Country Brown

From BR Bullpen

Elias Brown
(Country, Al Schacht the Second)

  • Bats Left, Throws Left

Biographical Information[edit]

Country Brown was a Negro League player for 16 years, noted for his speed and contact hitting.

Brown debuted in 1918 with Hilldale as a regular outfielder. He moved to the Atlantic City Bacharach Giants in 1919. He hit .393 for the Bacharach Giants in 1920, third among eastern black teams behind Jess Barbour and Eddie Douglass.

In 1921, Brown batted .256; his 7 doubles ranked second among eastern clubs. That fall, he went 7 for 17 against Fred Heimach, Eddie Rommel and Dave Keefe in exhibition play, second to Oliver Marcelle on Atlantic City. The next season, the left-handed batter produced a .330 average, third in the east behind Louis Santop and George Shively.

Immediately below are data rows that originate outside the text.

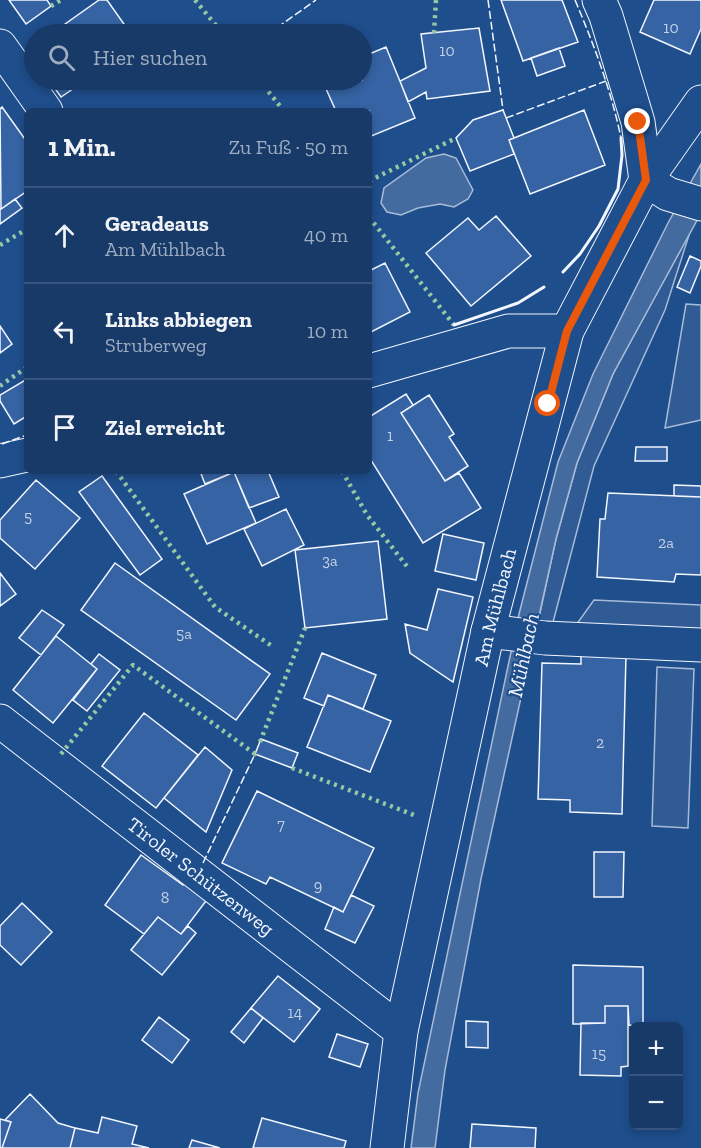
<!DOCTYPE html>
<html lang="de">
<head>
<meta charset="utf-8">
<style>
	body { margin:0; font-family:"Zilla Slab",serif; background:#20416f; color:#f1f3f6 }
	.controls { position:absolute; right:18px; bottom:18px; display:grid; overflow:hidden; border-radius:9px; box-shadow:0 3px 9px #0003 }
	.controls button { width:54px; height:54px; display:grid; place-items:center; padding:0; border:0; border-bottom:2px solid #36547d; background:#173a69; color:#f1f3f6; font:30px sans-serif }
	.stop { position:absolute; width:18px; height:18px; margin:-14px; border:4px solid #ea580c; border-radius:50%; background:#fff }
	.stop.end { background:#ea580c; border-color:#fff; box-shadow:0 2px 6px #0008 }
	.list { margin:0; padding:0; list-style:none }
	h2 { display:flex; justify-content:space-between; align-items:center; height:78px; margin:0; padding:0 24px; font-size:26px }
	h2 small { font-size:20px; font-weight:400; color:#9eadc0 }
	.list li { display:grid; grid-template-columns:39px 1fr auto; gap:18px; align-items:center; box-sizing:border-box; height:96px; padding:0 24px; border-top:2px solid #36547d }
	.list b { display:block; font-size:22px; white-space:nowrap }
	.list p { margin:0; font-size:20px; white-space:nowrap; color:#9eadc0 }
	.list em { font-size:20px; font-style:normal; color:#9eadc0 }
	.icon { flex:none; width:33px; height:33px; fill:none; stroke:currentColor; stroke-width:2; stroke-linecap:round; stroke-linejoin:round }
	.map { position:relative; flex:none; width:701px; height:1148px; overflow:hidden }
	.search { position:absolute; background:#173a69; box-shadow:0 3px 9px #0003; left:24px; top:24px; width:348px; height:66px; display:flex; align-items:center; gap:15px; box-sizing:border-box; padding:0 21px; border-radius:33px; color:#9eadc0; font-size:22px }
	.panel { position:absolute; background:#173a69; box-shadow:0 3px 9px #0003; left:24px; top:108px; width:348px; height:366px; border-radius:9px }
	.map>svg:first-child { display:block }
</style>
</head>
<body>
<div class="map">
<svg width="701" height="1148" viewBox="0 0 701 1148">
	<rect width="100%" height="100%" fill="#1f4e8c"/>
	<path fill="#305b95" stroke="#a8bbd7" stroke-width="1.5" d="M690,232L665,310L594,466L552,626L538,622L556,539L577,463L613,374Z
		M686,304L701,305V420L665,428Z
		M594,600L701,605V630L576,625Z
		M657,667L694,669L688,828L652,826Z"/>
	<path fill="#446ba0" stroke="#a8bbd7" stroke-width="1.5" d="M444,154L456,158L473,190L468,199L454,207L440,204L418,208L401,215L387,212L381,203L384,188L426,158Z
		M701,164V213L613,374L577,463L556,539L481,879L445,1070L435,1148H411L418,1093L519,614L558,462L593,374L668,223Z"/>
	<path fill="#3563a3" stroke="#f2f6ff" stroke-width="1.5" d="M9,0H47L51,6L26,24Z
		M99,0H107L131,34H51Z
		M501,0H562L578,42L523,61Z
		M654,0H701V29L690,54L640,32Z
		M479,28L490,91L427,99L426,92L408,102L400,81L426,68L421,34Z
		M34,46V59L28,51Z
		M386,47L415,118L369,137V111H336L322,80H362V57Z
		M559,48L565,66L537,76L531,58Z
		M49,80H86L61,97Z
		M2,107L27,142V191L1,209L0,109Z
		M503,110L514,138L509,140L514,154L470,171L456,138L473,120Z
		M584,110L605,165L530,194L509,140Z
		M15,199L22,208L0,224V209H1Z
		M496,216L531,256L471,306L426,253L468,218L479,230Z
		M690,256L701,261V266L690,293L677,287Z
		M385,263L410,312L369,333V271Z
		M0,326L12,344L0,353Z
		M27,379V416L14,424L0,401V395Z
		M406,394L413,405L401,413L445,481L459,473L481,508L423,543L369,457V417Z
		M429,395L454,434L449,437L468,466L445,481L401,413Z
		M636,447H667V461H635Z
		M200,471H268L279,497L249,508L234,472L205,484Z
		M234,472L256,523L207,544L184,494Z
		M102,476L162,559L140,575L79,492Z
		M36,480L80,518L35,569L0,538V520Z
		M674,485L701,486V497L674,496Z
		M608,493L701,497V575L676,574L674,582L597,577L600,519H605Z
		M286,509L304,545L262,566L244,529Z
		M443,534L484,543L476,580L435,571Z
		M378,541L387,619L305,628L295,550Z
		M115,563L270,674L236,720L81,610Z
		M0,573L16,594L0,606Z
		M438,589L473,597L453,682L410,653L405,624L427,630Z
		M42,610L64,625L41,655L19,638Z
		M56,636L97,669L53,723L13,690Z
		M322,653L376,675L363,709L328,695L324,706L304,698Z
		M99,654L120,670L87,711L73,700L97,669L91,664Z
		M581,654L626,655L622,814L570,812V800L538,799L542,663L581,664Z
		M328,695L391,721L370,772L307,747Z
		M144,713L198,755L156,808L102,766Z
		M261,739L298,753L292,768L255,754Z
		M205,747L232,770L206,832L164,798Z
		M257,791L374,848L343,912L270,877L266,884L222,863Z
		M594,852H624L623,897H594Z
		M141,855L183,885L187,880L209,897L181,934L158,917L144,934L105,905Z
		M351,895L374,906L355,943L325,929L334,907L343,912Z
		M22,903L52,932L21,965L0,945V926Z
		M158,917L181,934L188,926L196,933L162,975L131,950Z
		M573,965L643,967V1026L629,1025L628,1006H605V1023L573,1024Z
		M278,976L320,1009L294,1042L251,1008Z
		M605,1006H628V1066L621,1067V1076L580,1075L581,1023H605Z
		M251,1008L263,1018L244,1043L231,1032Z
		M159,1017L189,1040L172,1063L142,1040Z
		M466,1021L488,1022V1048L466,1047Z
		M337,1034L368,1044L360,1067L329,1057Z
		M30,1094L58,1123L75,1128L70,1148H2L11,1122L5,1120Z
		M102,1117L137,1126L132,1144L149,1148H70L75,1128L98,1133Z
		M262,1118L346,1141L344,1148H253Z
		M0,1119L11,1122L2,1148H0Z
		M472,1124L536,1128L535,1148H470Z
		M192,1140L220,1148H189Z"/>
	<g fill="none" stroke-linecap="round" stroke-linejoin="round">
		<defs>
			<g id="minor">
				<path d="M599,0L606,16L638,122L646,180L668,194L701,204"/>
				<path d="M0,46L46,111"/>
				<path d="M369,371L508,331H567"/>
				<path d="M0,461L27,455"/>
				<path d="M488,631L545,638L701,645"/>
				<path id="s1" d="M0,721L401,1031"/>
				<path id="s2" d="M387,1148L401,1031L488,631L567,331L646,180L701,102"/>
			</g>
		</defs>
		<use href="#minor" stroke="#f2f6ff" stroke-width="35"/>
		<use href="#minor" stroke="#1f4e8c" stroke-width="33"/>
		<path stroke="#97c8a6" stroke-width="4.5" stroke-dasharray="3 4.5" stroke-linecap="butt" d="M195,0L223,34
			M51,6L61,0
			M434,33L436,0
			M259,80L284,111
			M369,181L456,138
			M369,217L454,325
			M0,245L27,229
			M0,386L27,367
			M116,471L215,607L272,646
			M342,471L367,515L409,569
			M260,742L305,628
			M61,754L133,665L255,754V753
			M292,768L414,815"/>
		<path stroke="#f2f6ff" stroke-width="1.5" stroke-dasharray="8 3" stroke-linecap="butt" d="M488,0L503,110
			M575,0C594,45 611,90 621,138
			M268,34L316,0
			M506,118L606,81
			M2,444L27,435
			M203,863L255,754"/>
		<path stroke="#f2f6ff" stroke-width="3" d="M563,272L580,254L599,226L618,189L622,155L621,138
			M454,325L518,303L544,287"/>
	</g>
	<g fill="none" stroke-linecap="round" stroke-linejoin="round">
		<path stroke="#ea580c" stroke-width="8" d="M548,404L567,331L646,180L638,122"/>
	</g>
	<g text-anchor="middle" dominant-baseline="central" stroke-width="4.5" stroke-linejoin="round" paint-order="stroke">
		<g font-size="16" fill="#c3d1e8">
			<text x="671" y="27">10</text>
			<text x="447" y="50">10</text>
			<text x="390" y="435">1</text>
			<text x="28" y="516">5</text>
			<text x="666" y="542">2a</text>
			<text x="330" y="560">3a</text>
			<text x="184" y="633">5a</text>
			<text x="600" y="742">2</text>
			<text x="281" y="824">7</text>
			<text x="318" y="885">9</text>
			<text x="165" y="897">8</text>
			<text x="295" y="1012">14</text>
			<text x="599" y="1053">15</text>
		</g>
		<g font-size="20" fill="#f2f6ff" stroke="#1f4e8c">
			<text stroke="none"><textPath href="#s2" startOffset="552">Am Mühlbach</textPath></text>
			<text stroke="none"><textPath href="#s1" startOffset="254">Tiroler Schützenweg</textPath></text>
		</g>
		<g font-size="21" font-style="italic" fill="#f2f6ff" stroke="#1f4e8c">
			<text transform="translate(523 655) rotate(-78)">Mühlbach</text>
		</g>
	</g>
</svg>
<div class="controls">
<button>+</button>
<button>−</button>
</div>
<div class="stop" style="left:548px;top:404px"></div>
<div class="stop end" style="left:638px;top:122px"></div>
<div class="search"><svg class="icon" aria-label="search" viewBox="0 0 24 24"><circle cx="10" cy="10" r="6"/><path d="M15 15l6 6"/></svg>Hier suchen</div>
<section class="panel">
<h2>1 Min.<small>Zu Fuß · 50 m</small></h2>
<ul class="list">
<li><svg class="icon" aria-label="ahead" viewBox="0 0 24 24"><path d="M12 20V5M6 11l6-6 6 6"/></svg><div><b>Geradeaus</b><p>Am Mühlbach</p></div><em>40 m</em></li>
<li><svg class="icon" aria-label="left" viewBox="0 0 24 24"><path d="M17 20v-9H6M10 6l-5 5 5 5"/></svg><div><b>Links abbiegen</b><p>Struberweg</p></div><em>10 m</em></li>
<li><svg class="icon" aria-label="arrive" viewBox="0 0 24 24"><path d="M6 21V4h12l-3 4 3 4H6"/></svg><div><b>Ziel erreicht</b></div></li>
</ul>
</section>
</div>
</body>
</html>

Brown moved to the Washington Potomacs in 1923. In 1924, he hit .335 for them, just missing the top 5 in the Eastern Colored League. He followed with a .420 mark for the Potomacs in partial playing time in 1925.

Brown slumped to .146 when he returned to Atlantic City in 1926. He was 2 for 11 in the 1926 Negro World Series, which his club lost. Country switched teams in 1927, signing up with the Brooklyn Royal Giants. Now playing second base mostly, he hit .286. Swapping positions with outfielder Chino Smith for 1928, Brown hit .317, second on the Royal Giants.

Brown remained with Brooklyn through 1933 in a reduced capacity for one of black ball's worst league teams.

Throughout his career, Brown was noted for his clowning while in the coaching box. He would occasionally bat while standing on his knees. He had a very detailed routine wherein he mimed a crap game, removing clothing and throwing them in for his ante. He would then faint after seeing the results of an imaginary dice roll. Brown once brought out a shovel to dig a grave for an umpire.

He got into an altercation with his brother-in-law on Christmas morning in 1937 and a blow fell Brown, whose skull was fractured. He was taken to Harlem Hospital, on the same street, and died there. James Riley's baseball encyclopedia lists Brown's brother-in-law as dying during the fight, not Brown. Research by Gary Ashwill, though, turned up a 1/1/38 edition of the New York Amsterdam News which said Brown died during the fight and his brother-in-law, Raymond Terrell, laid the fatal blow.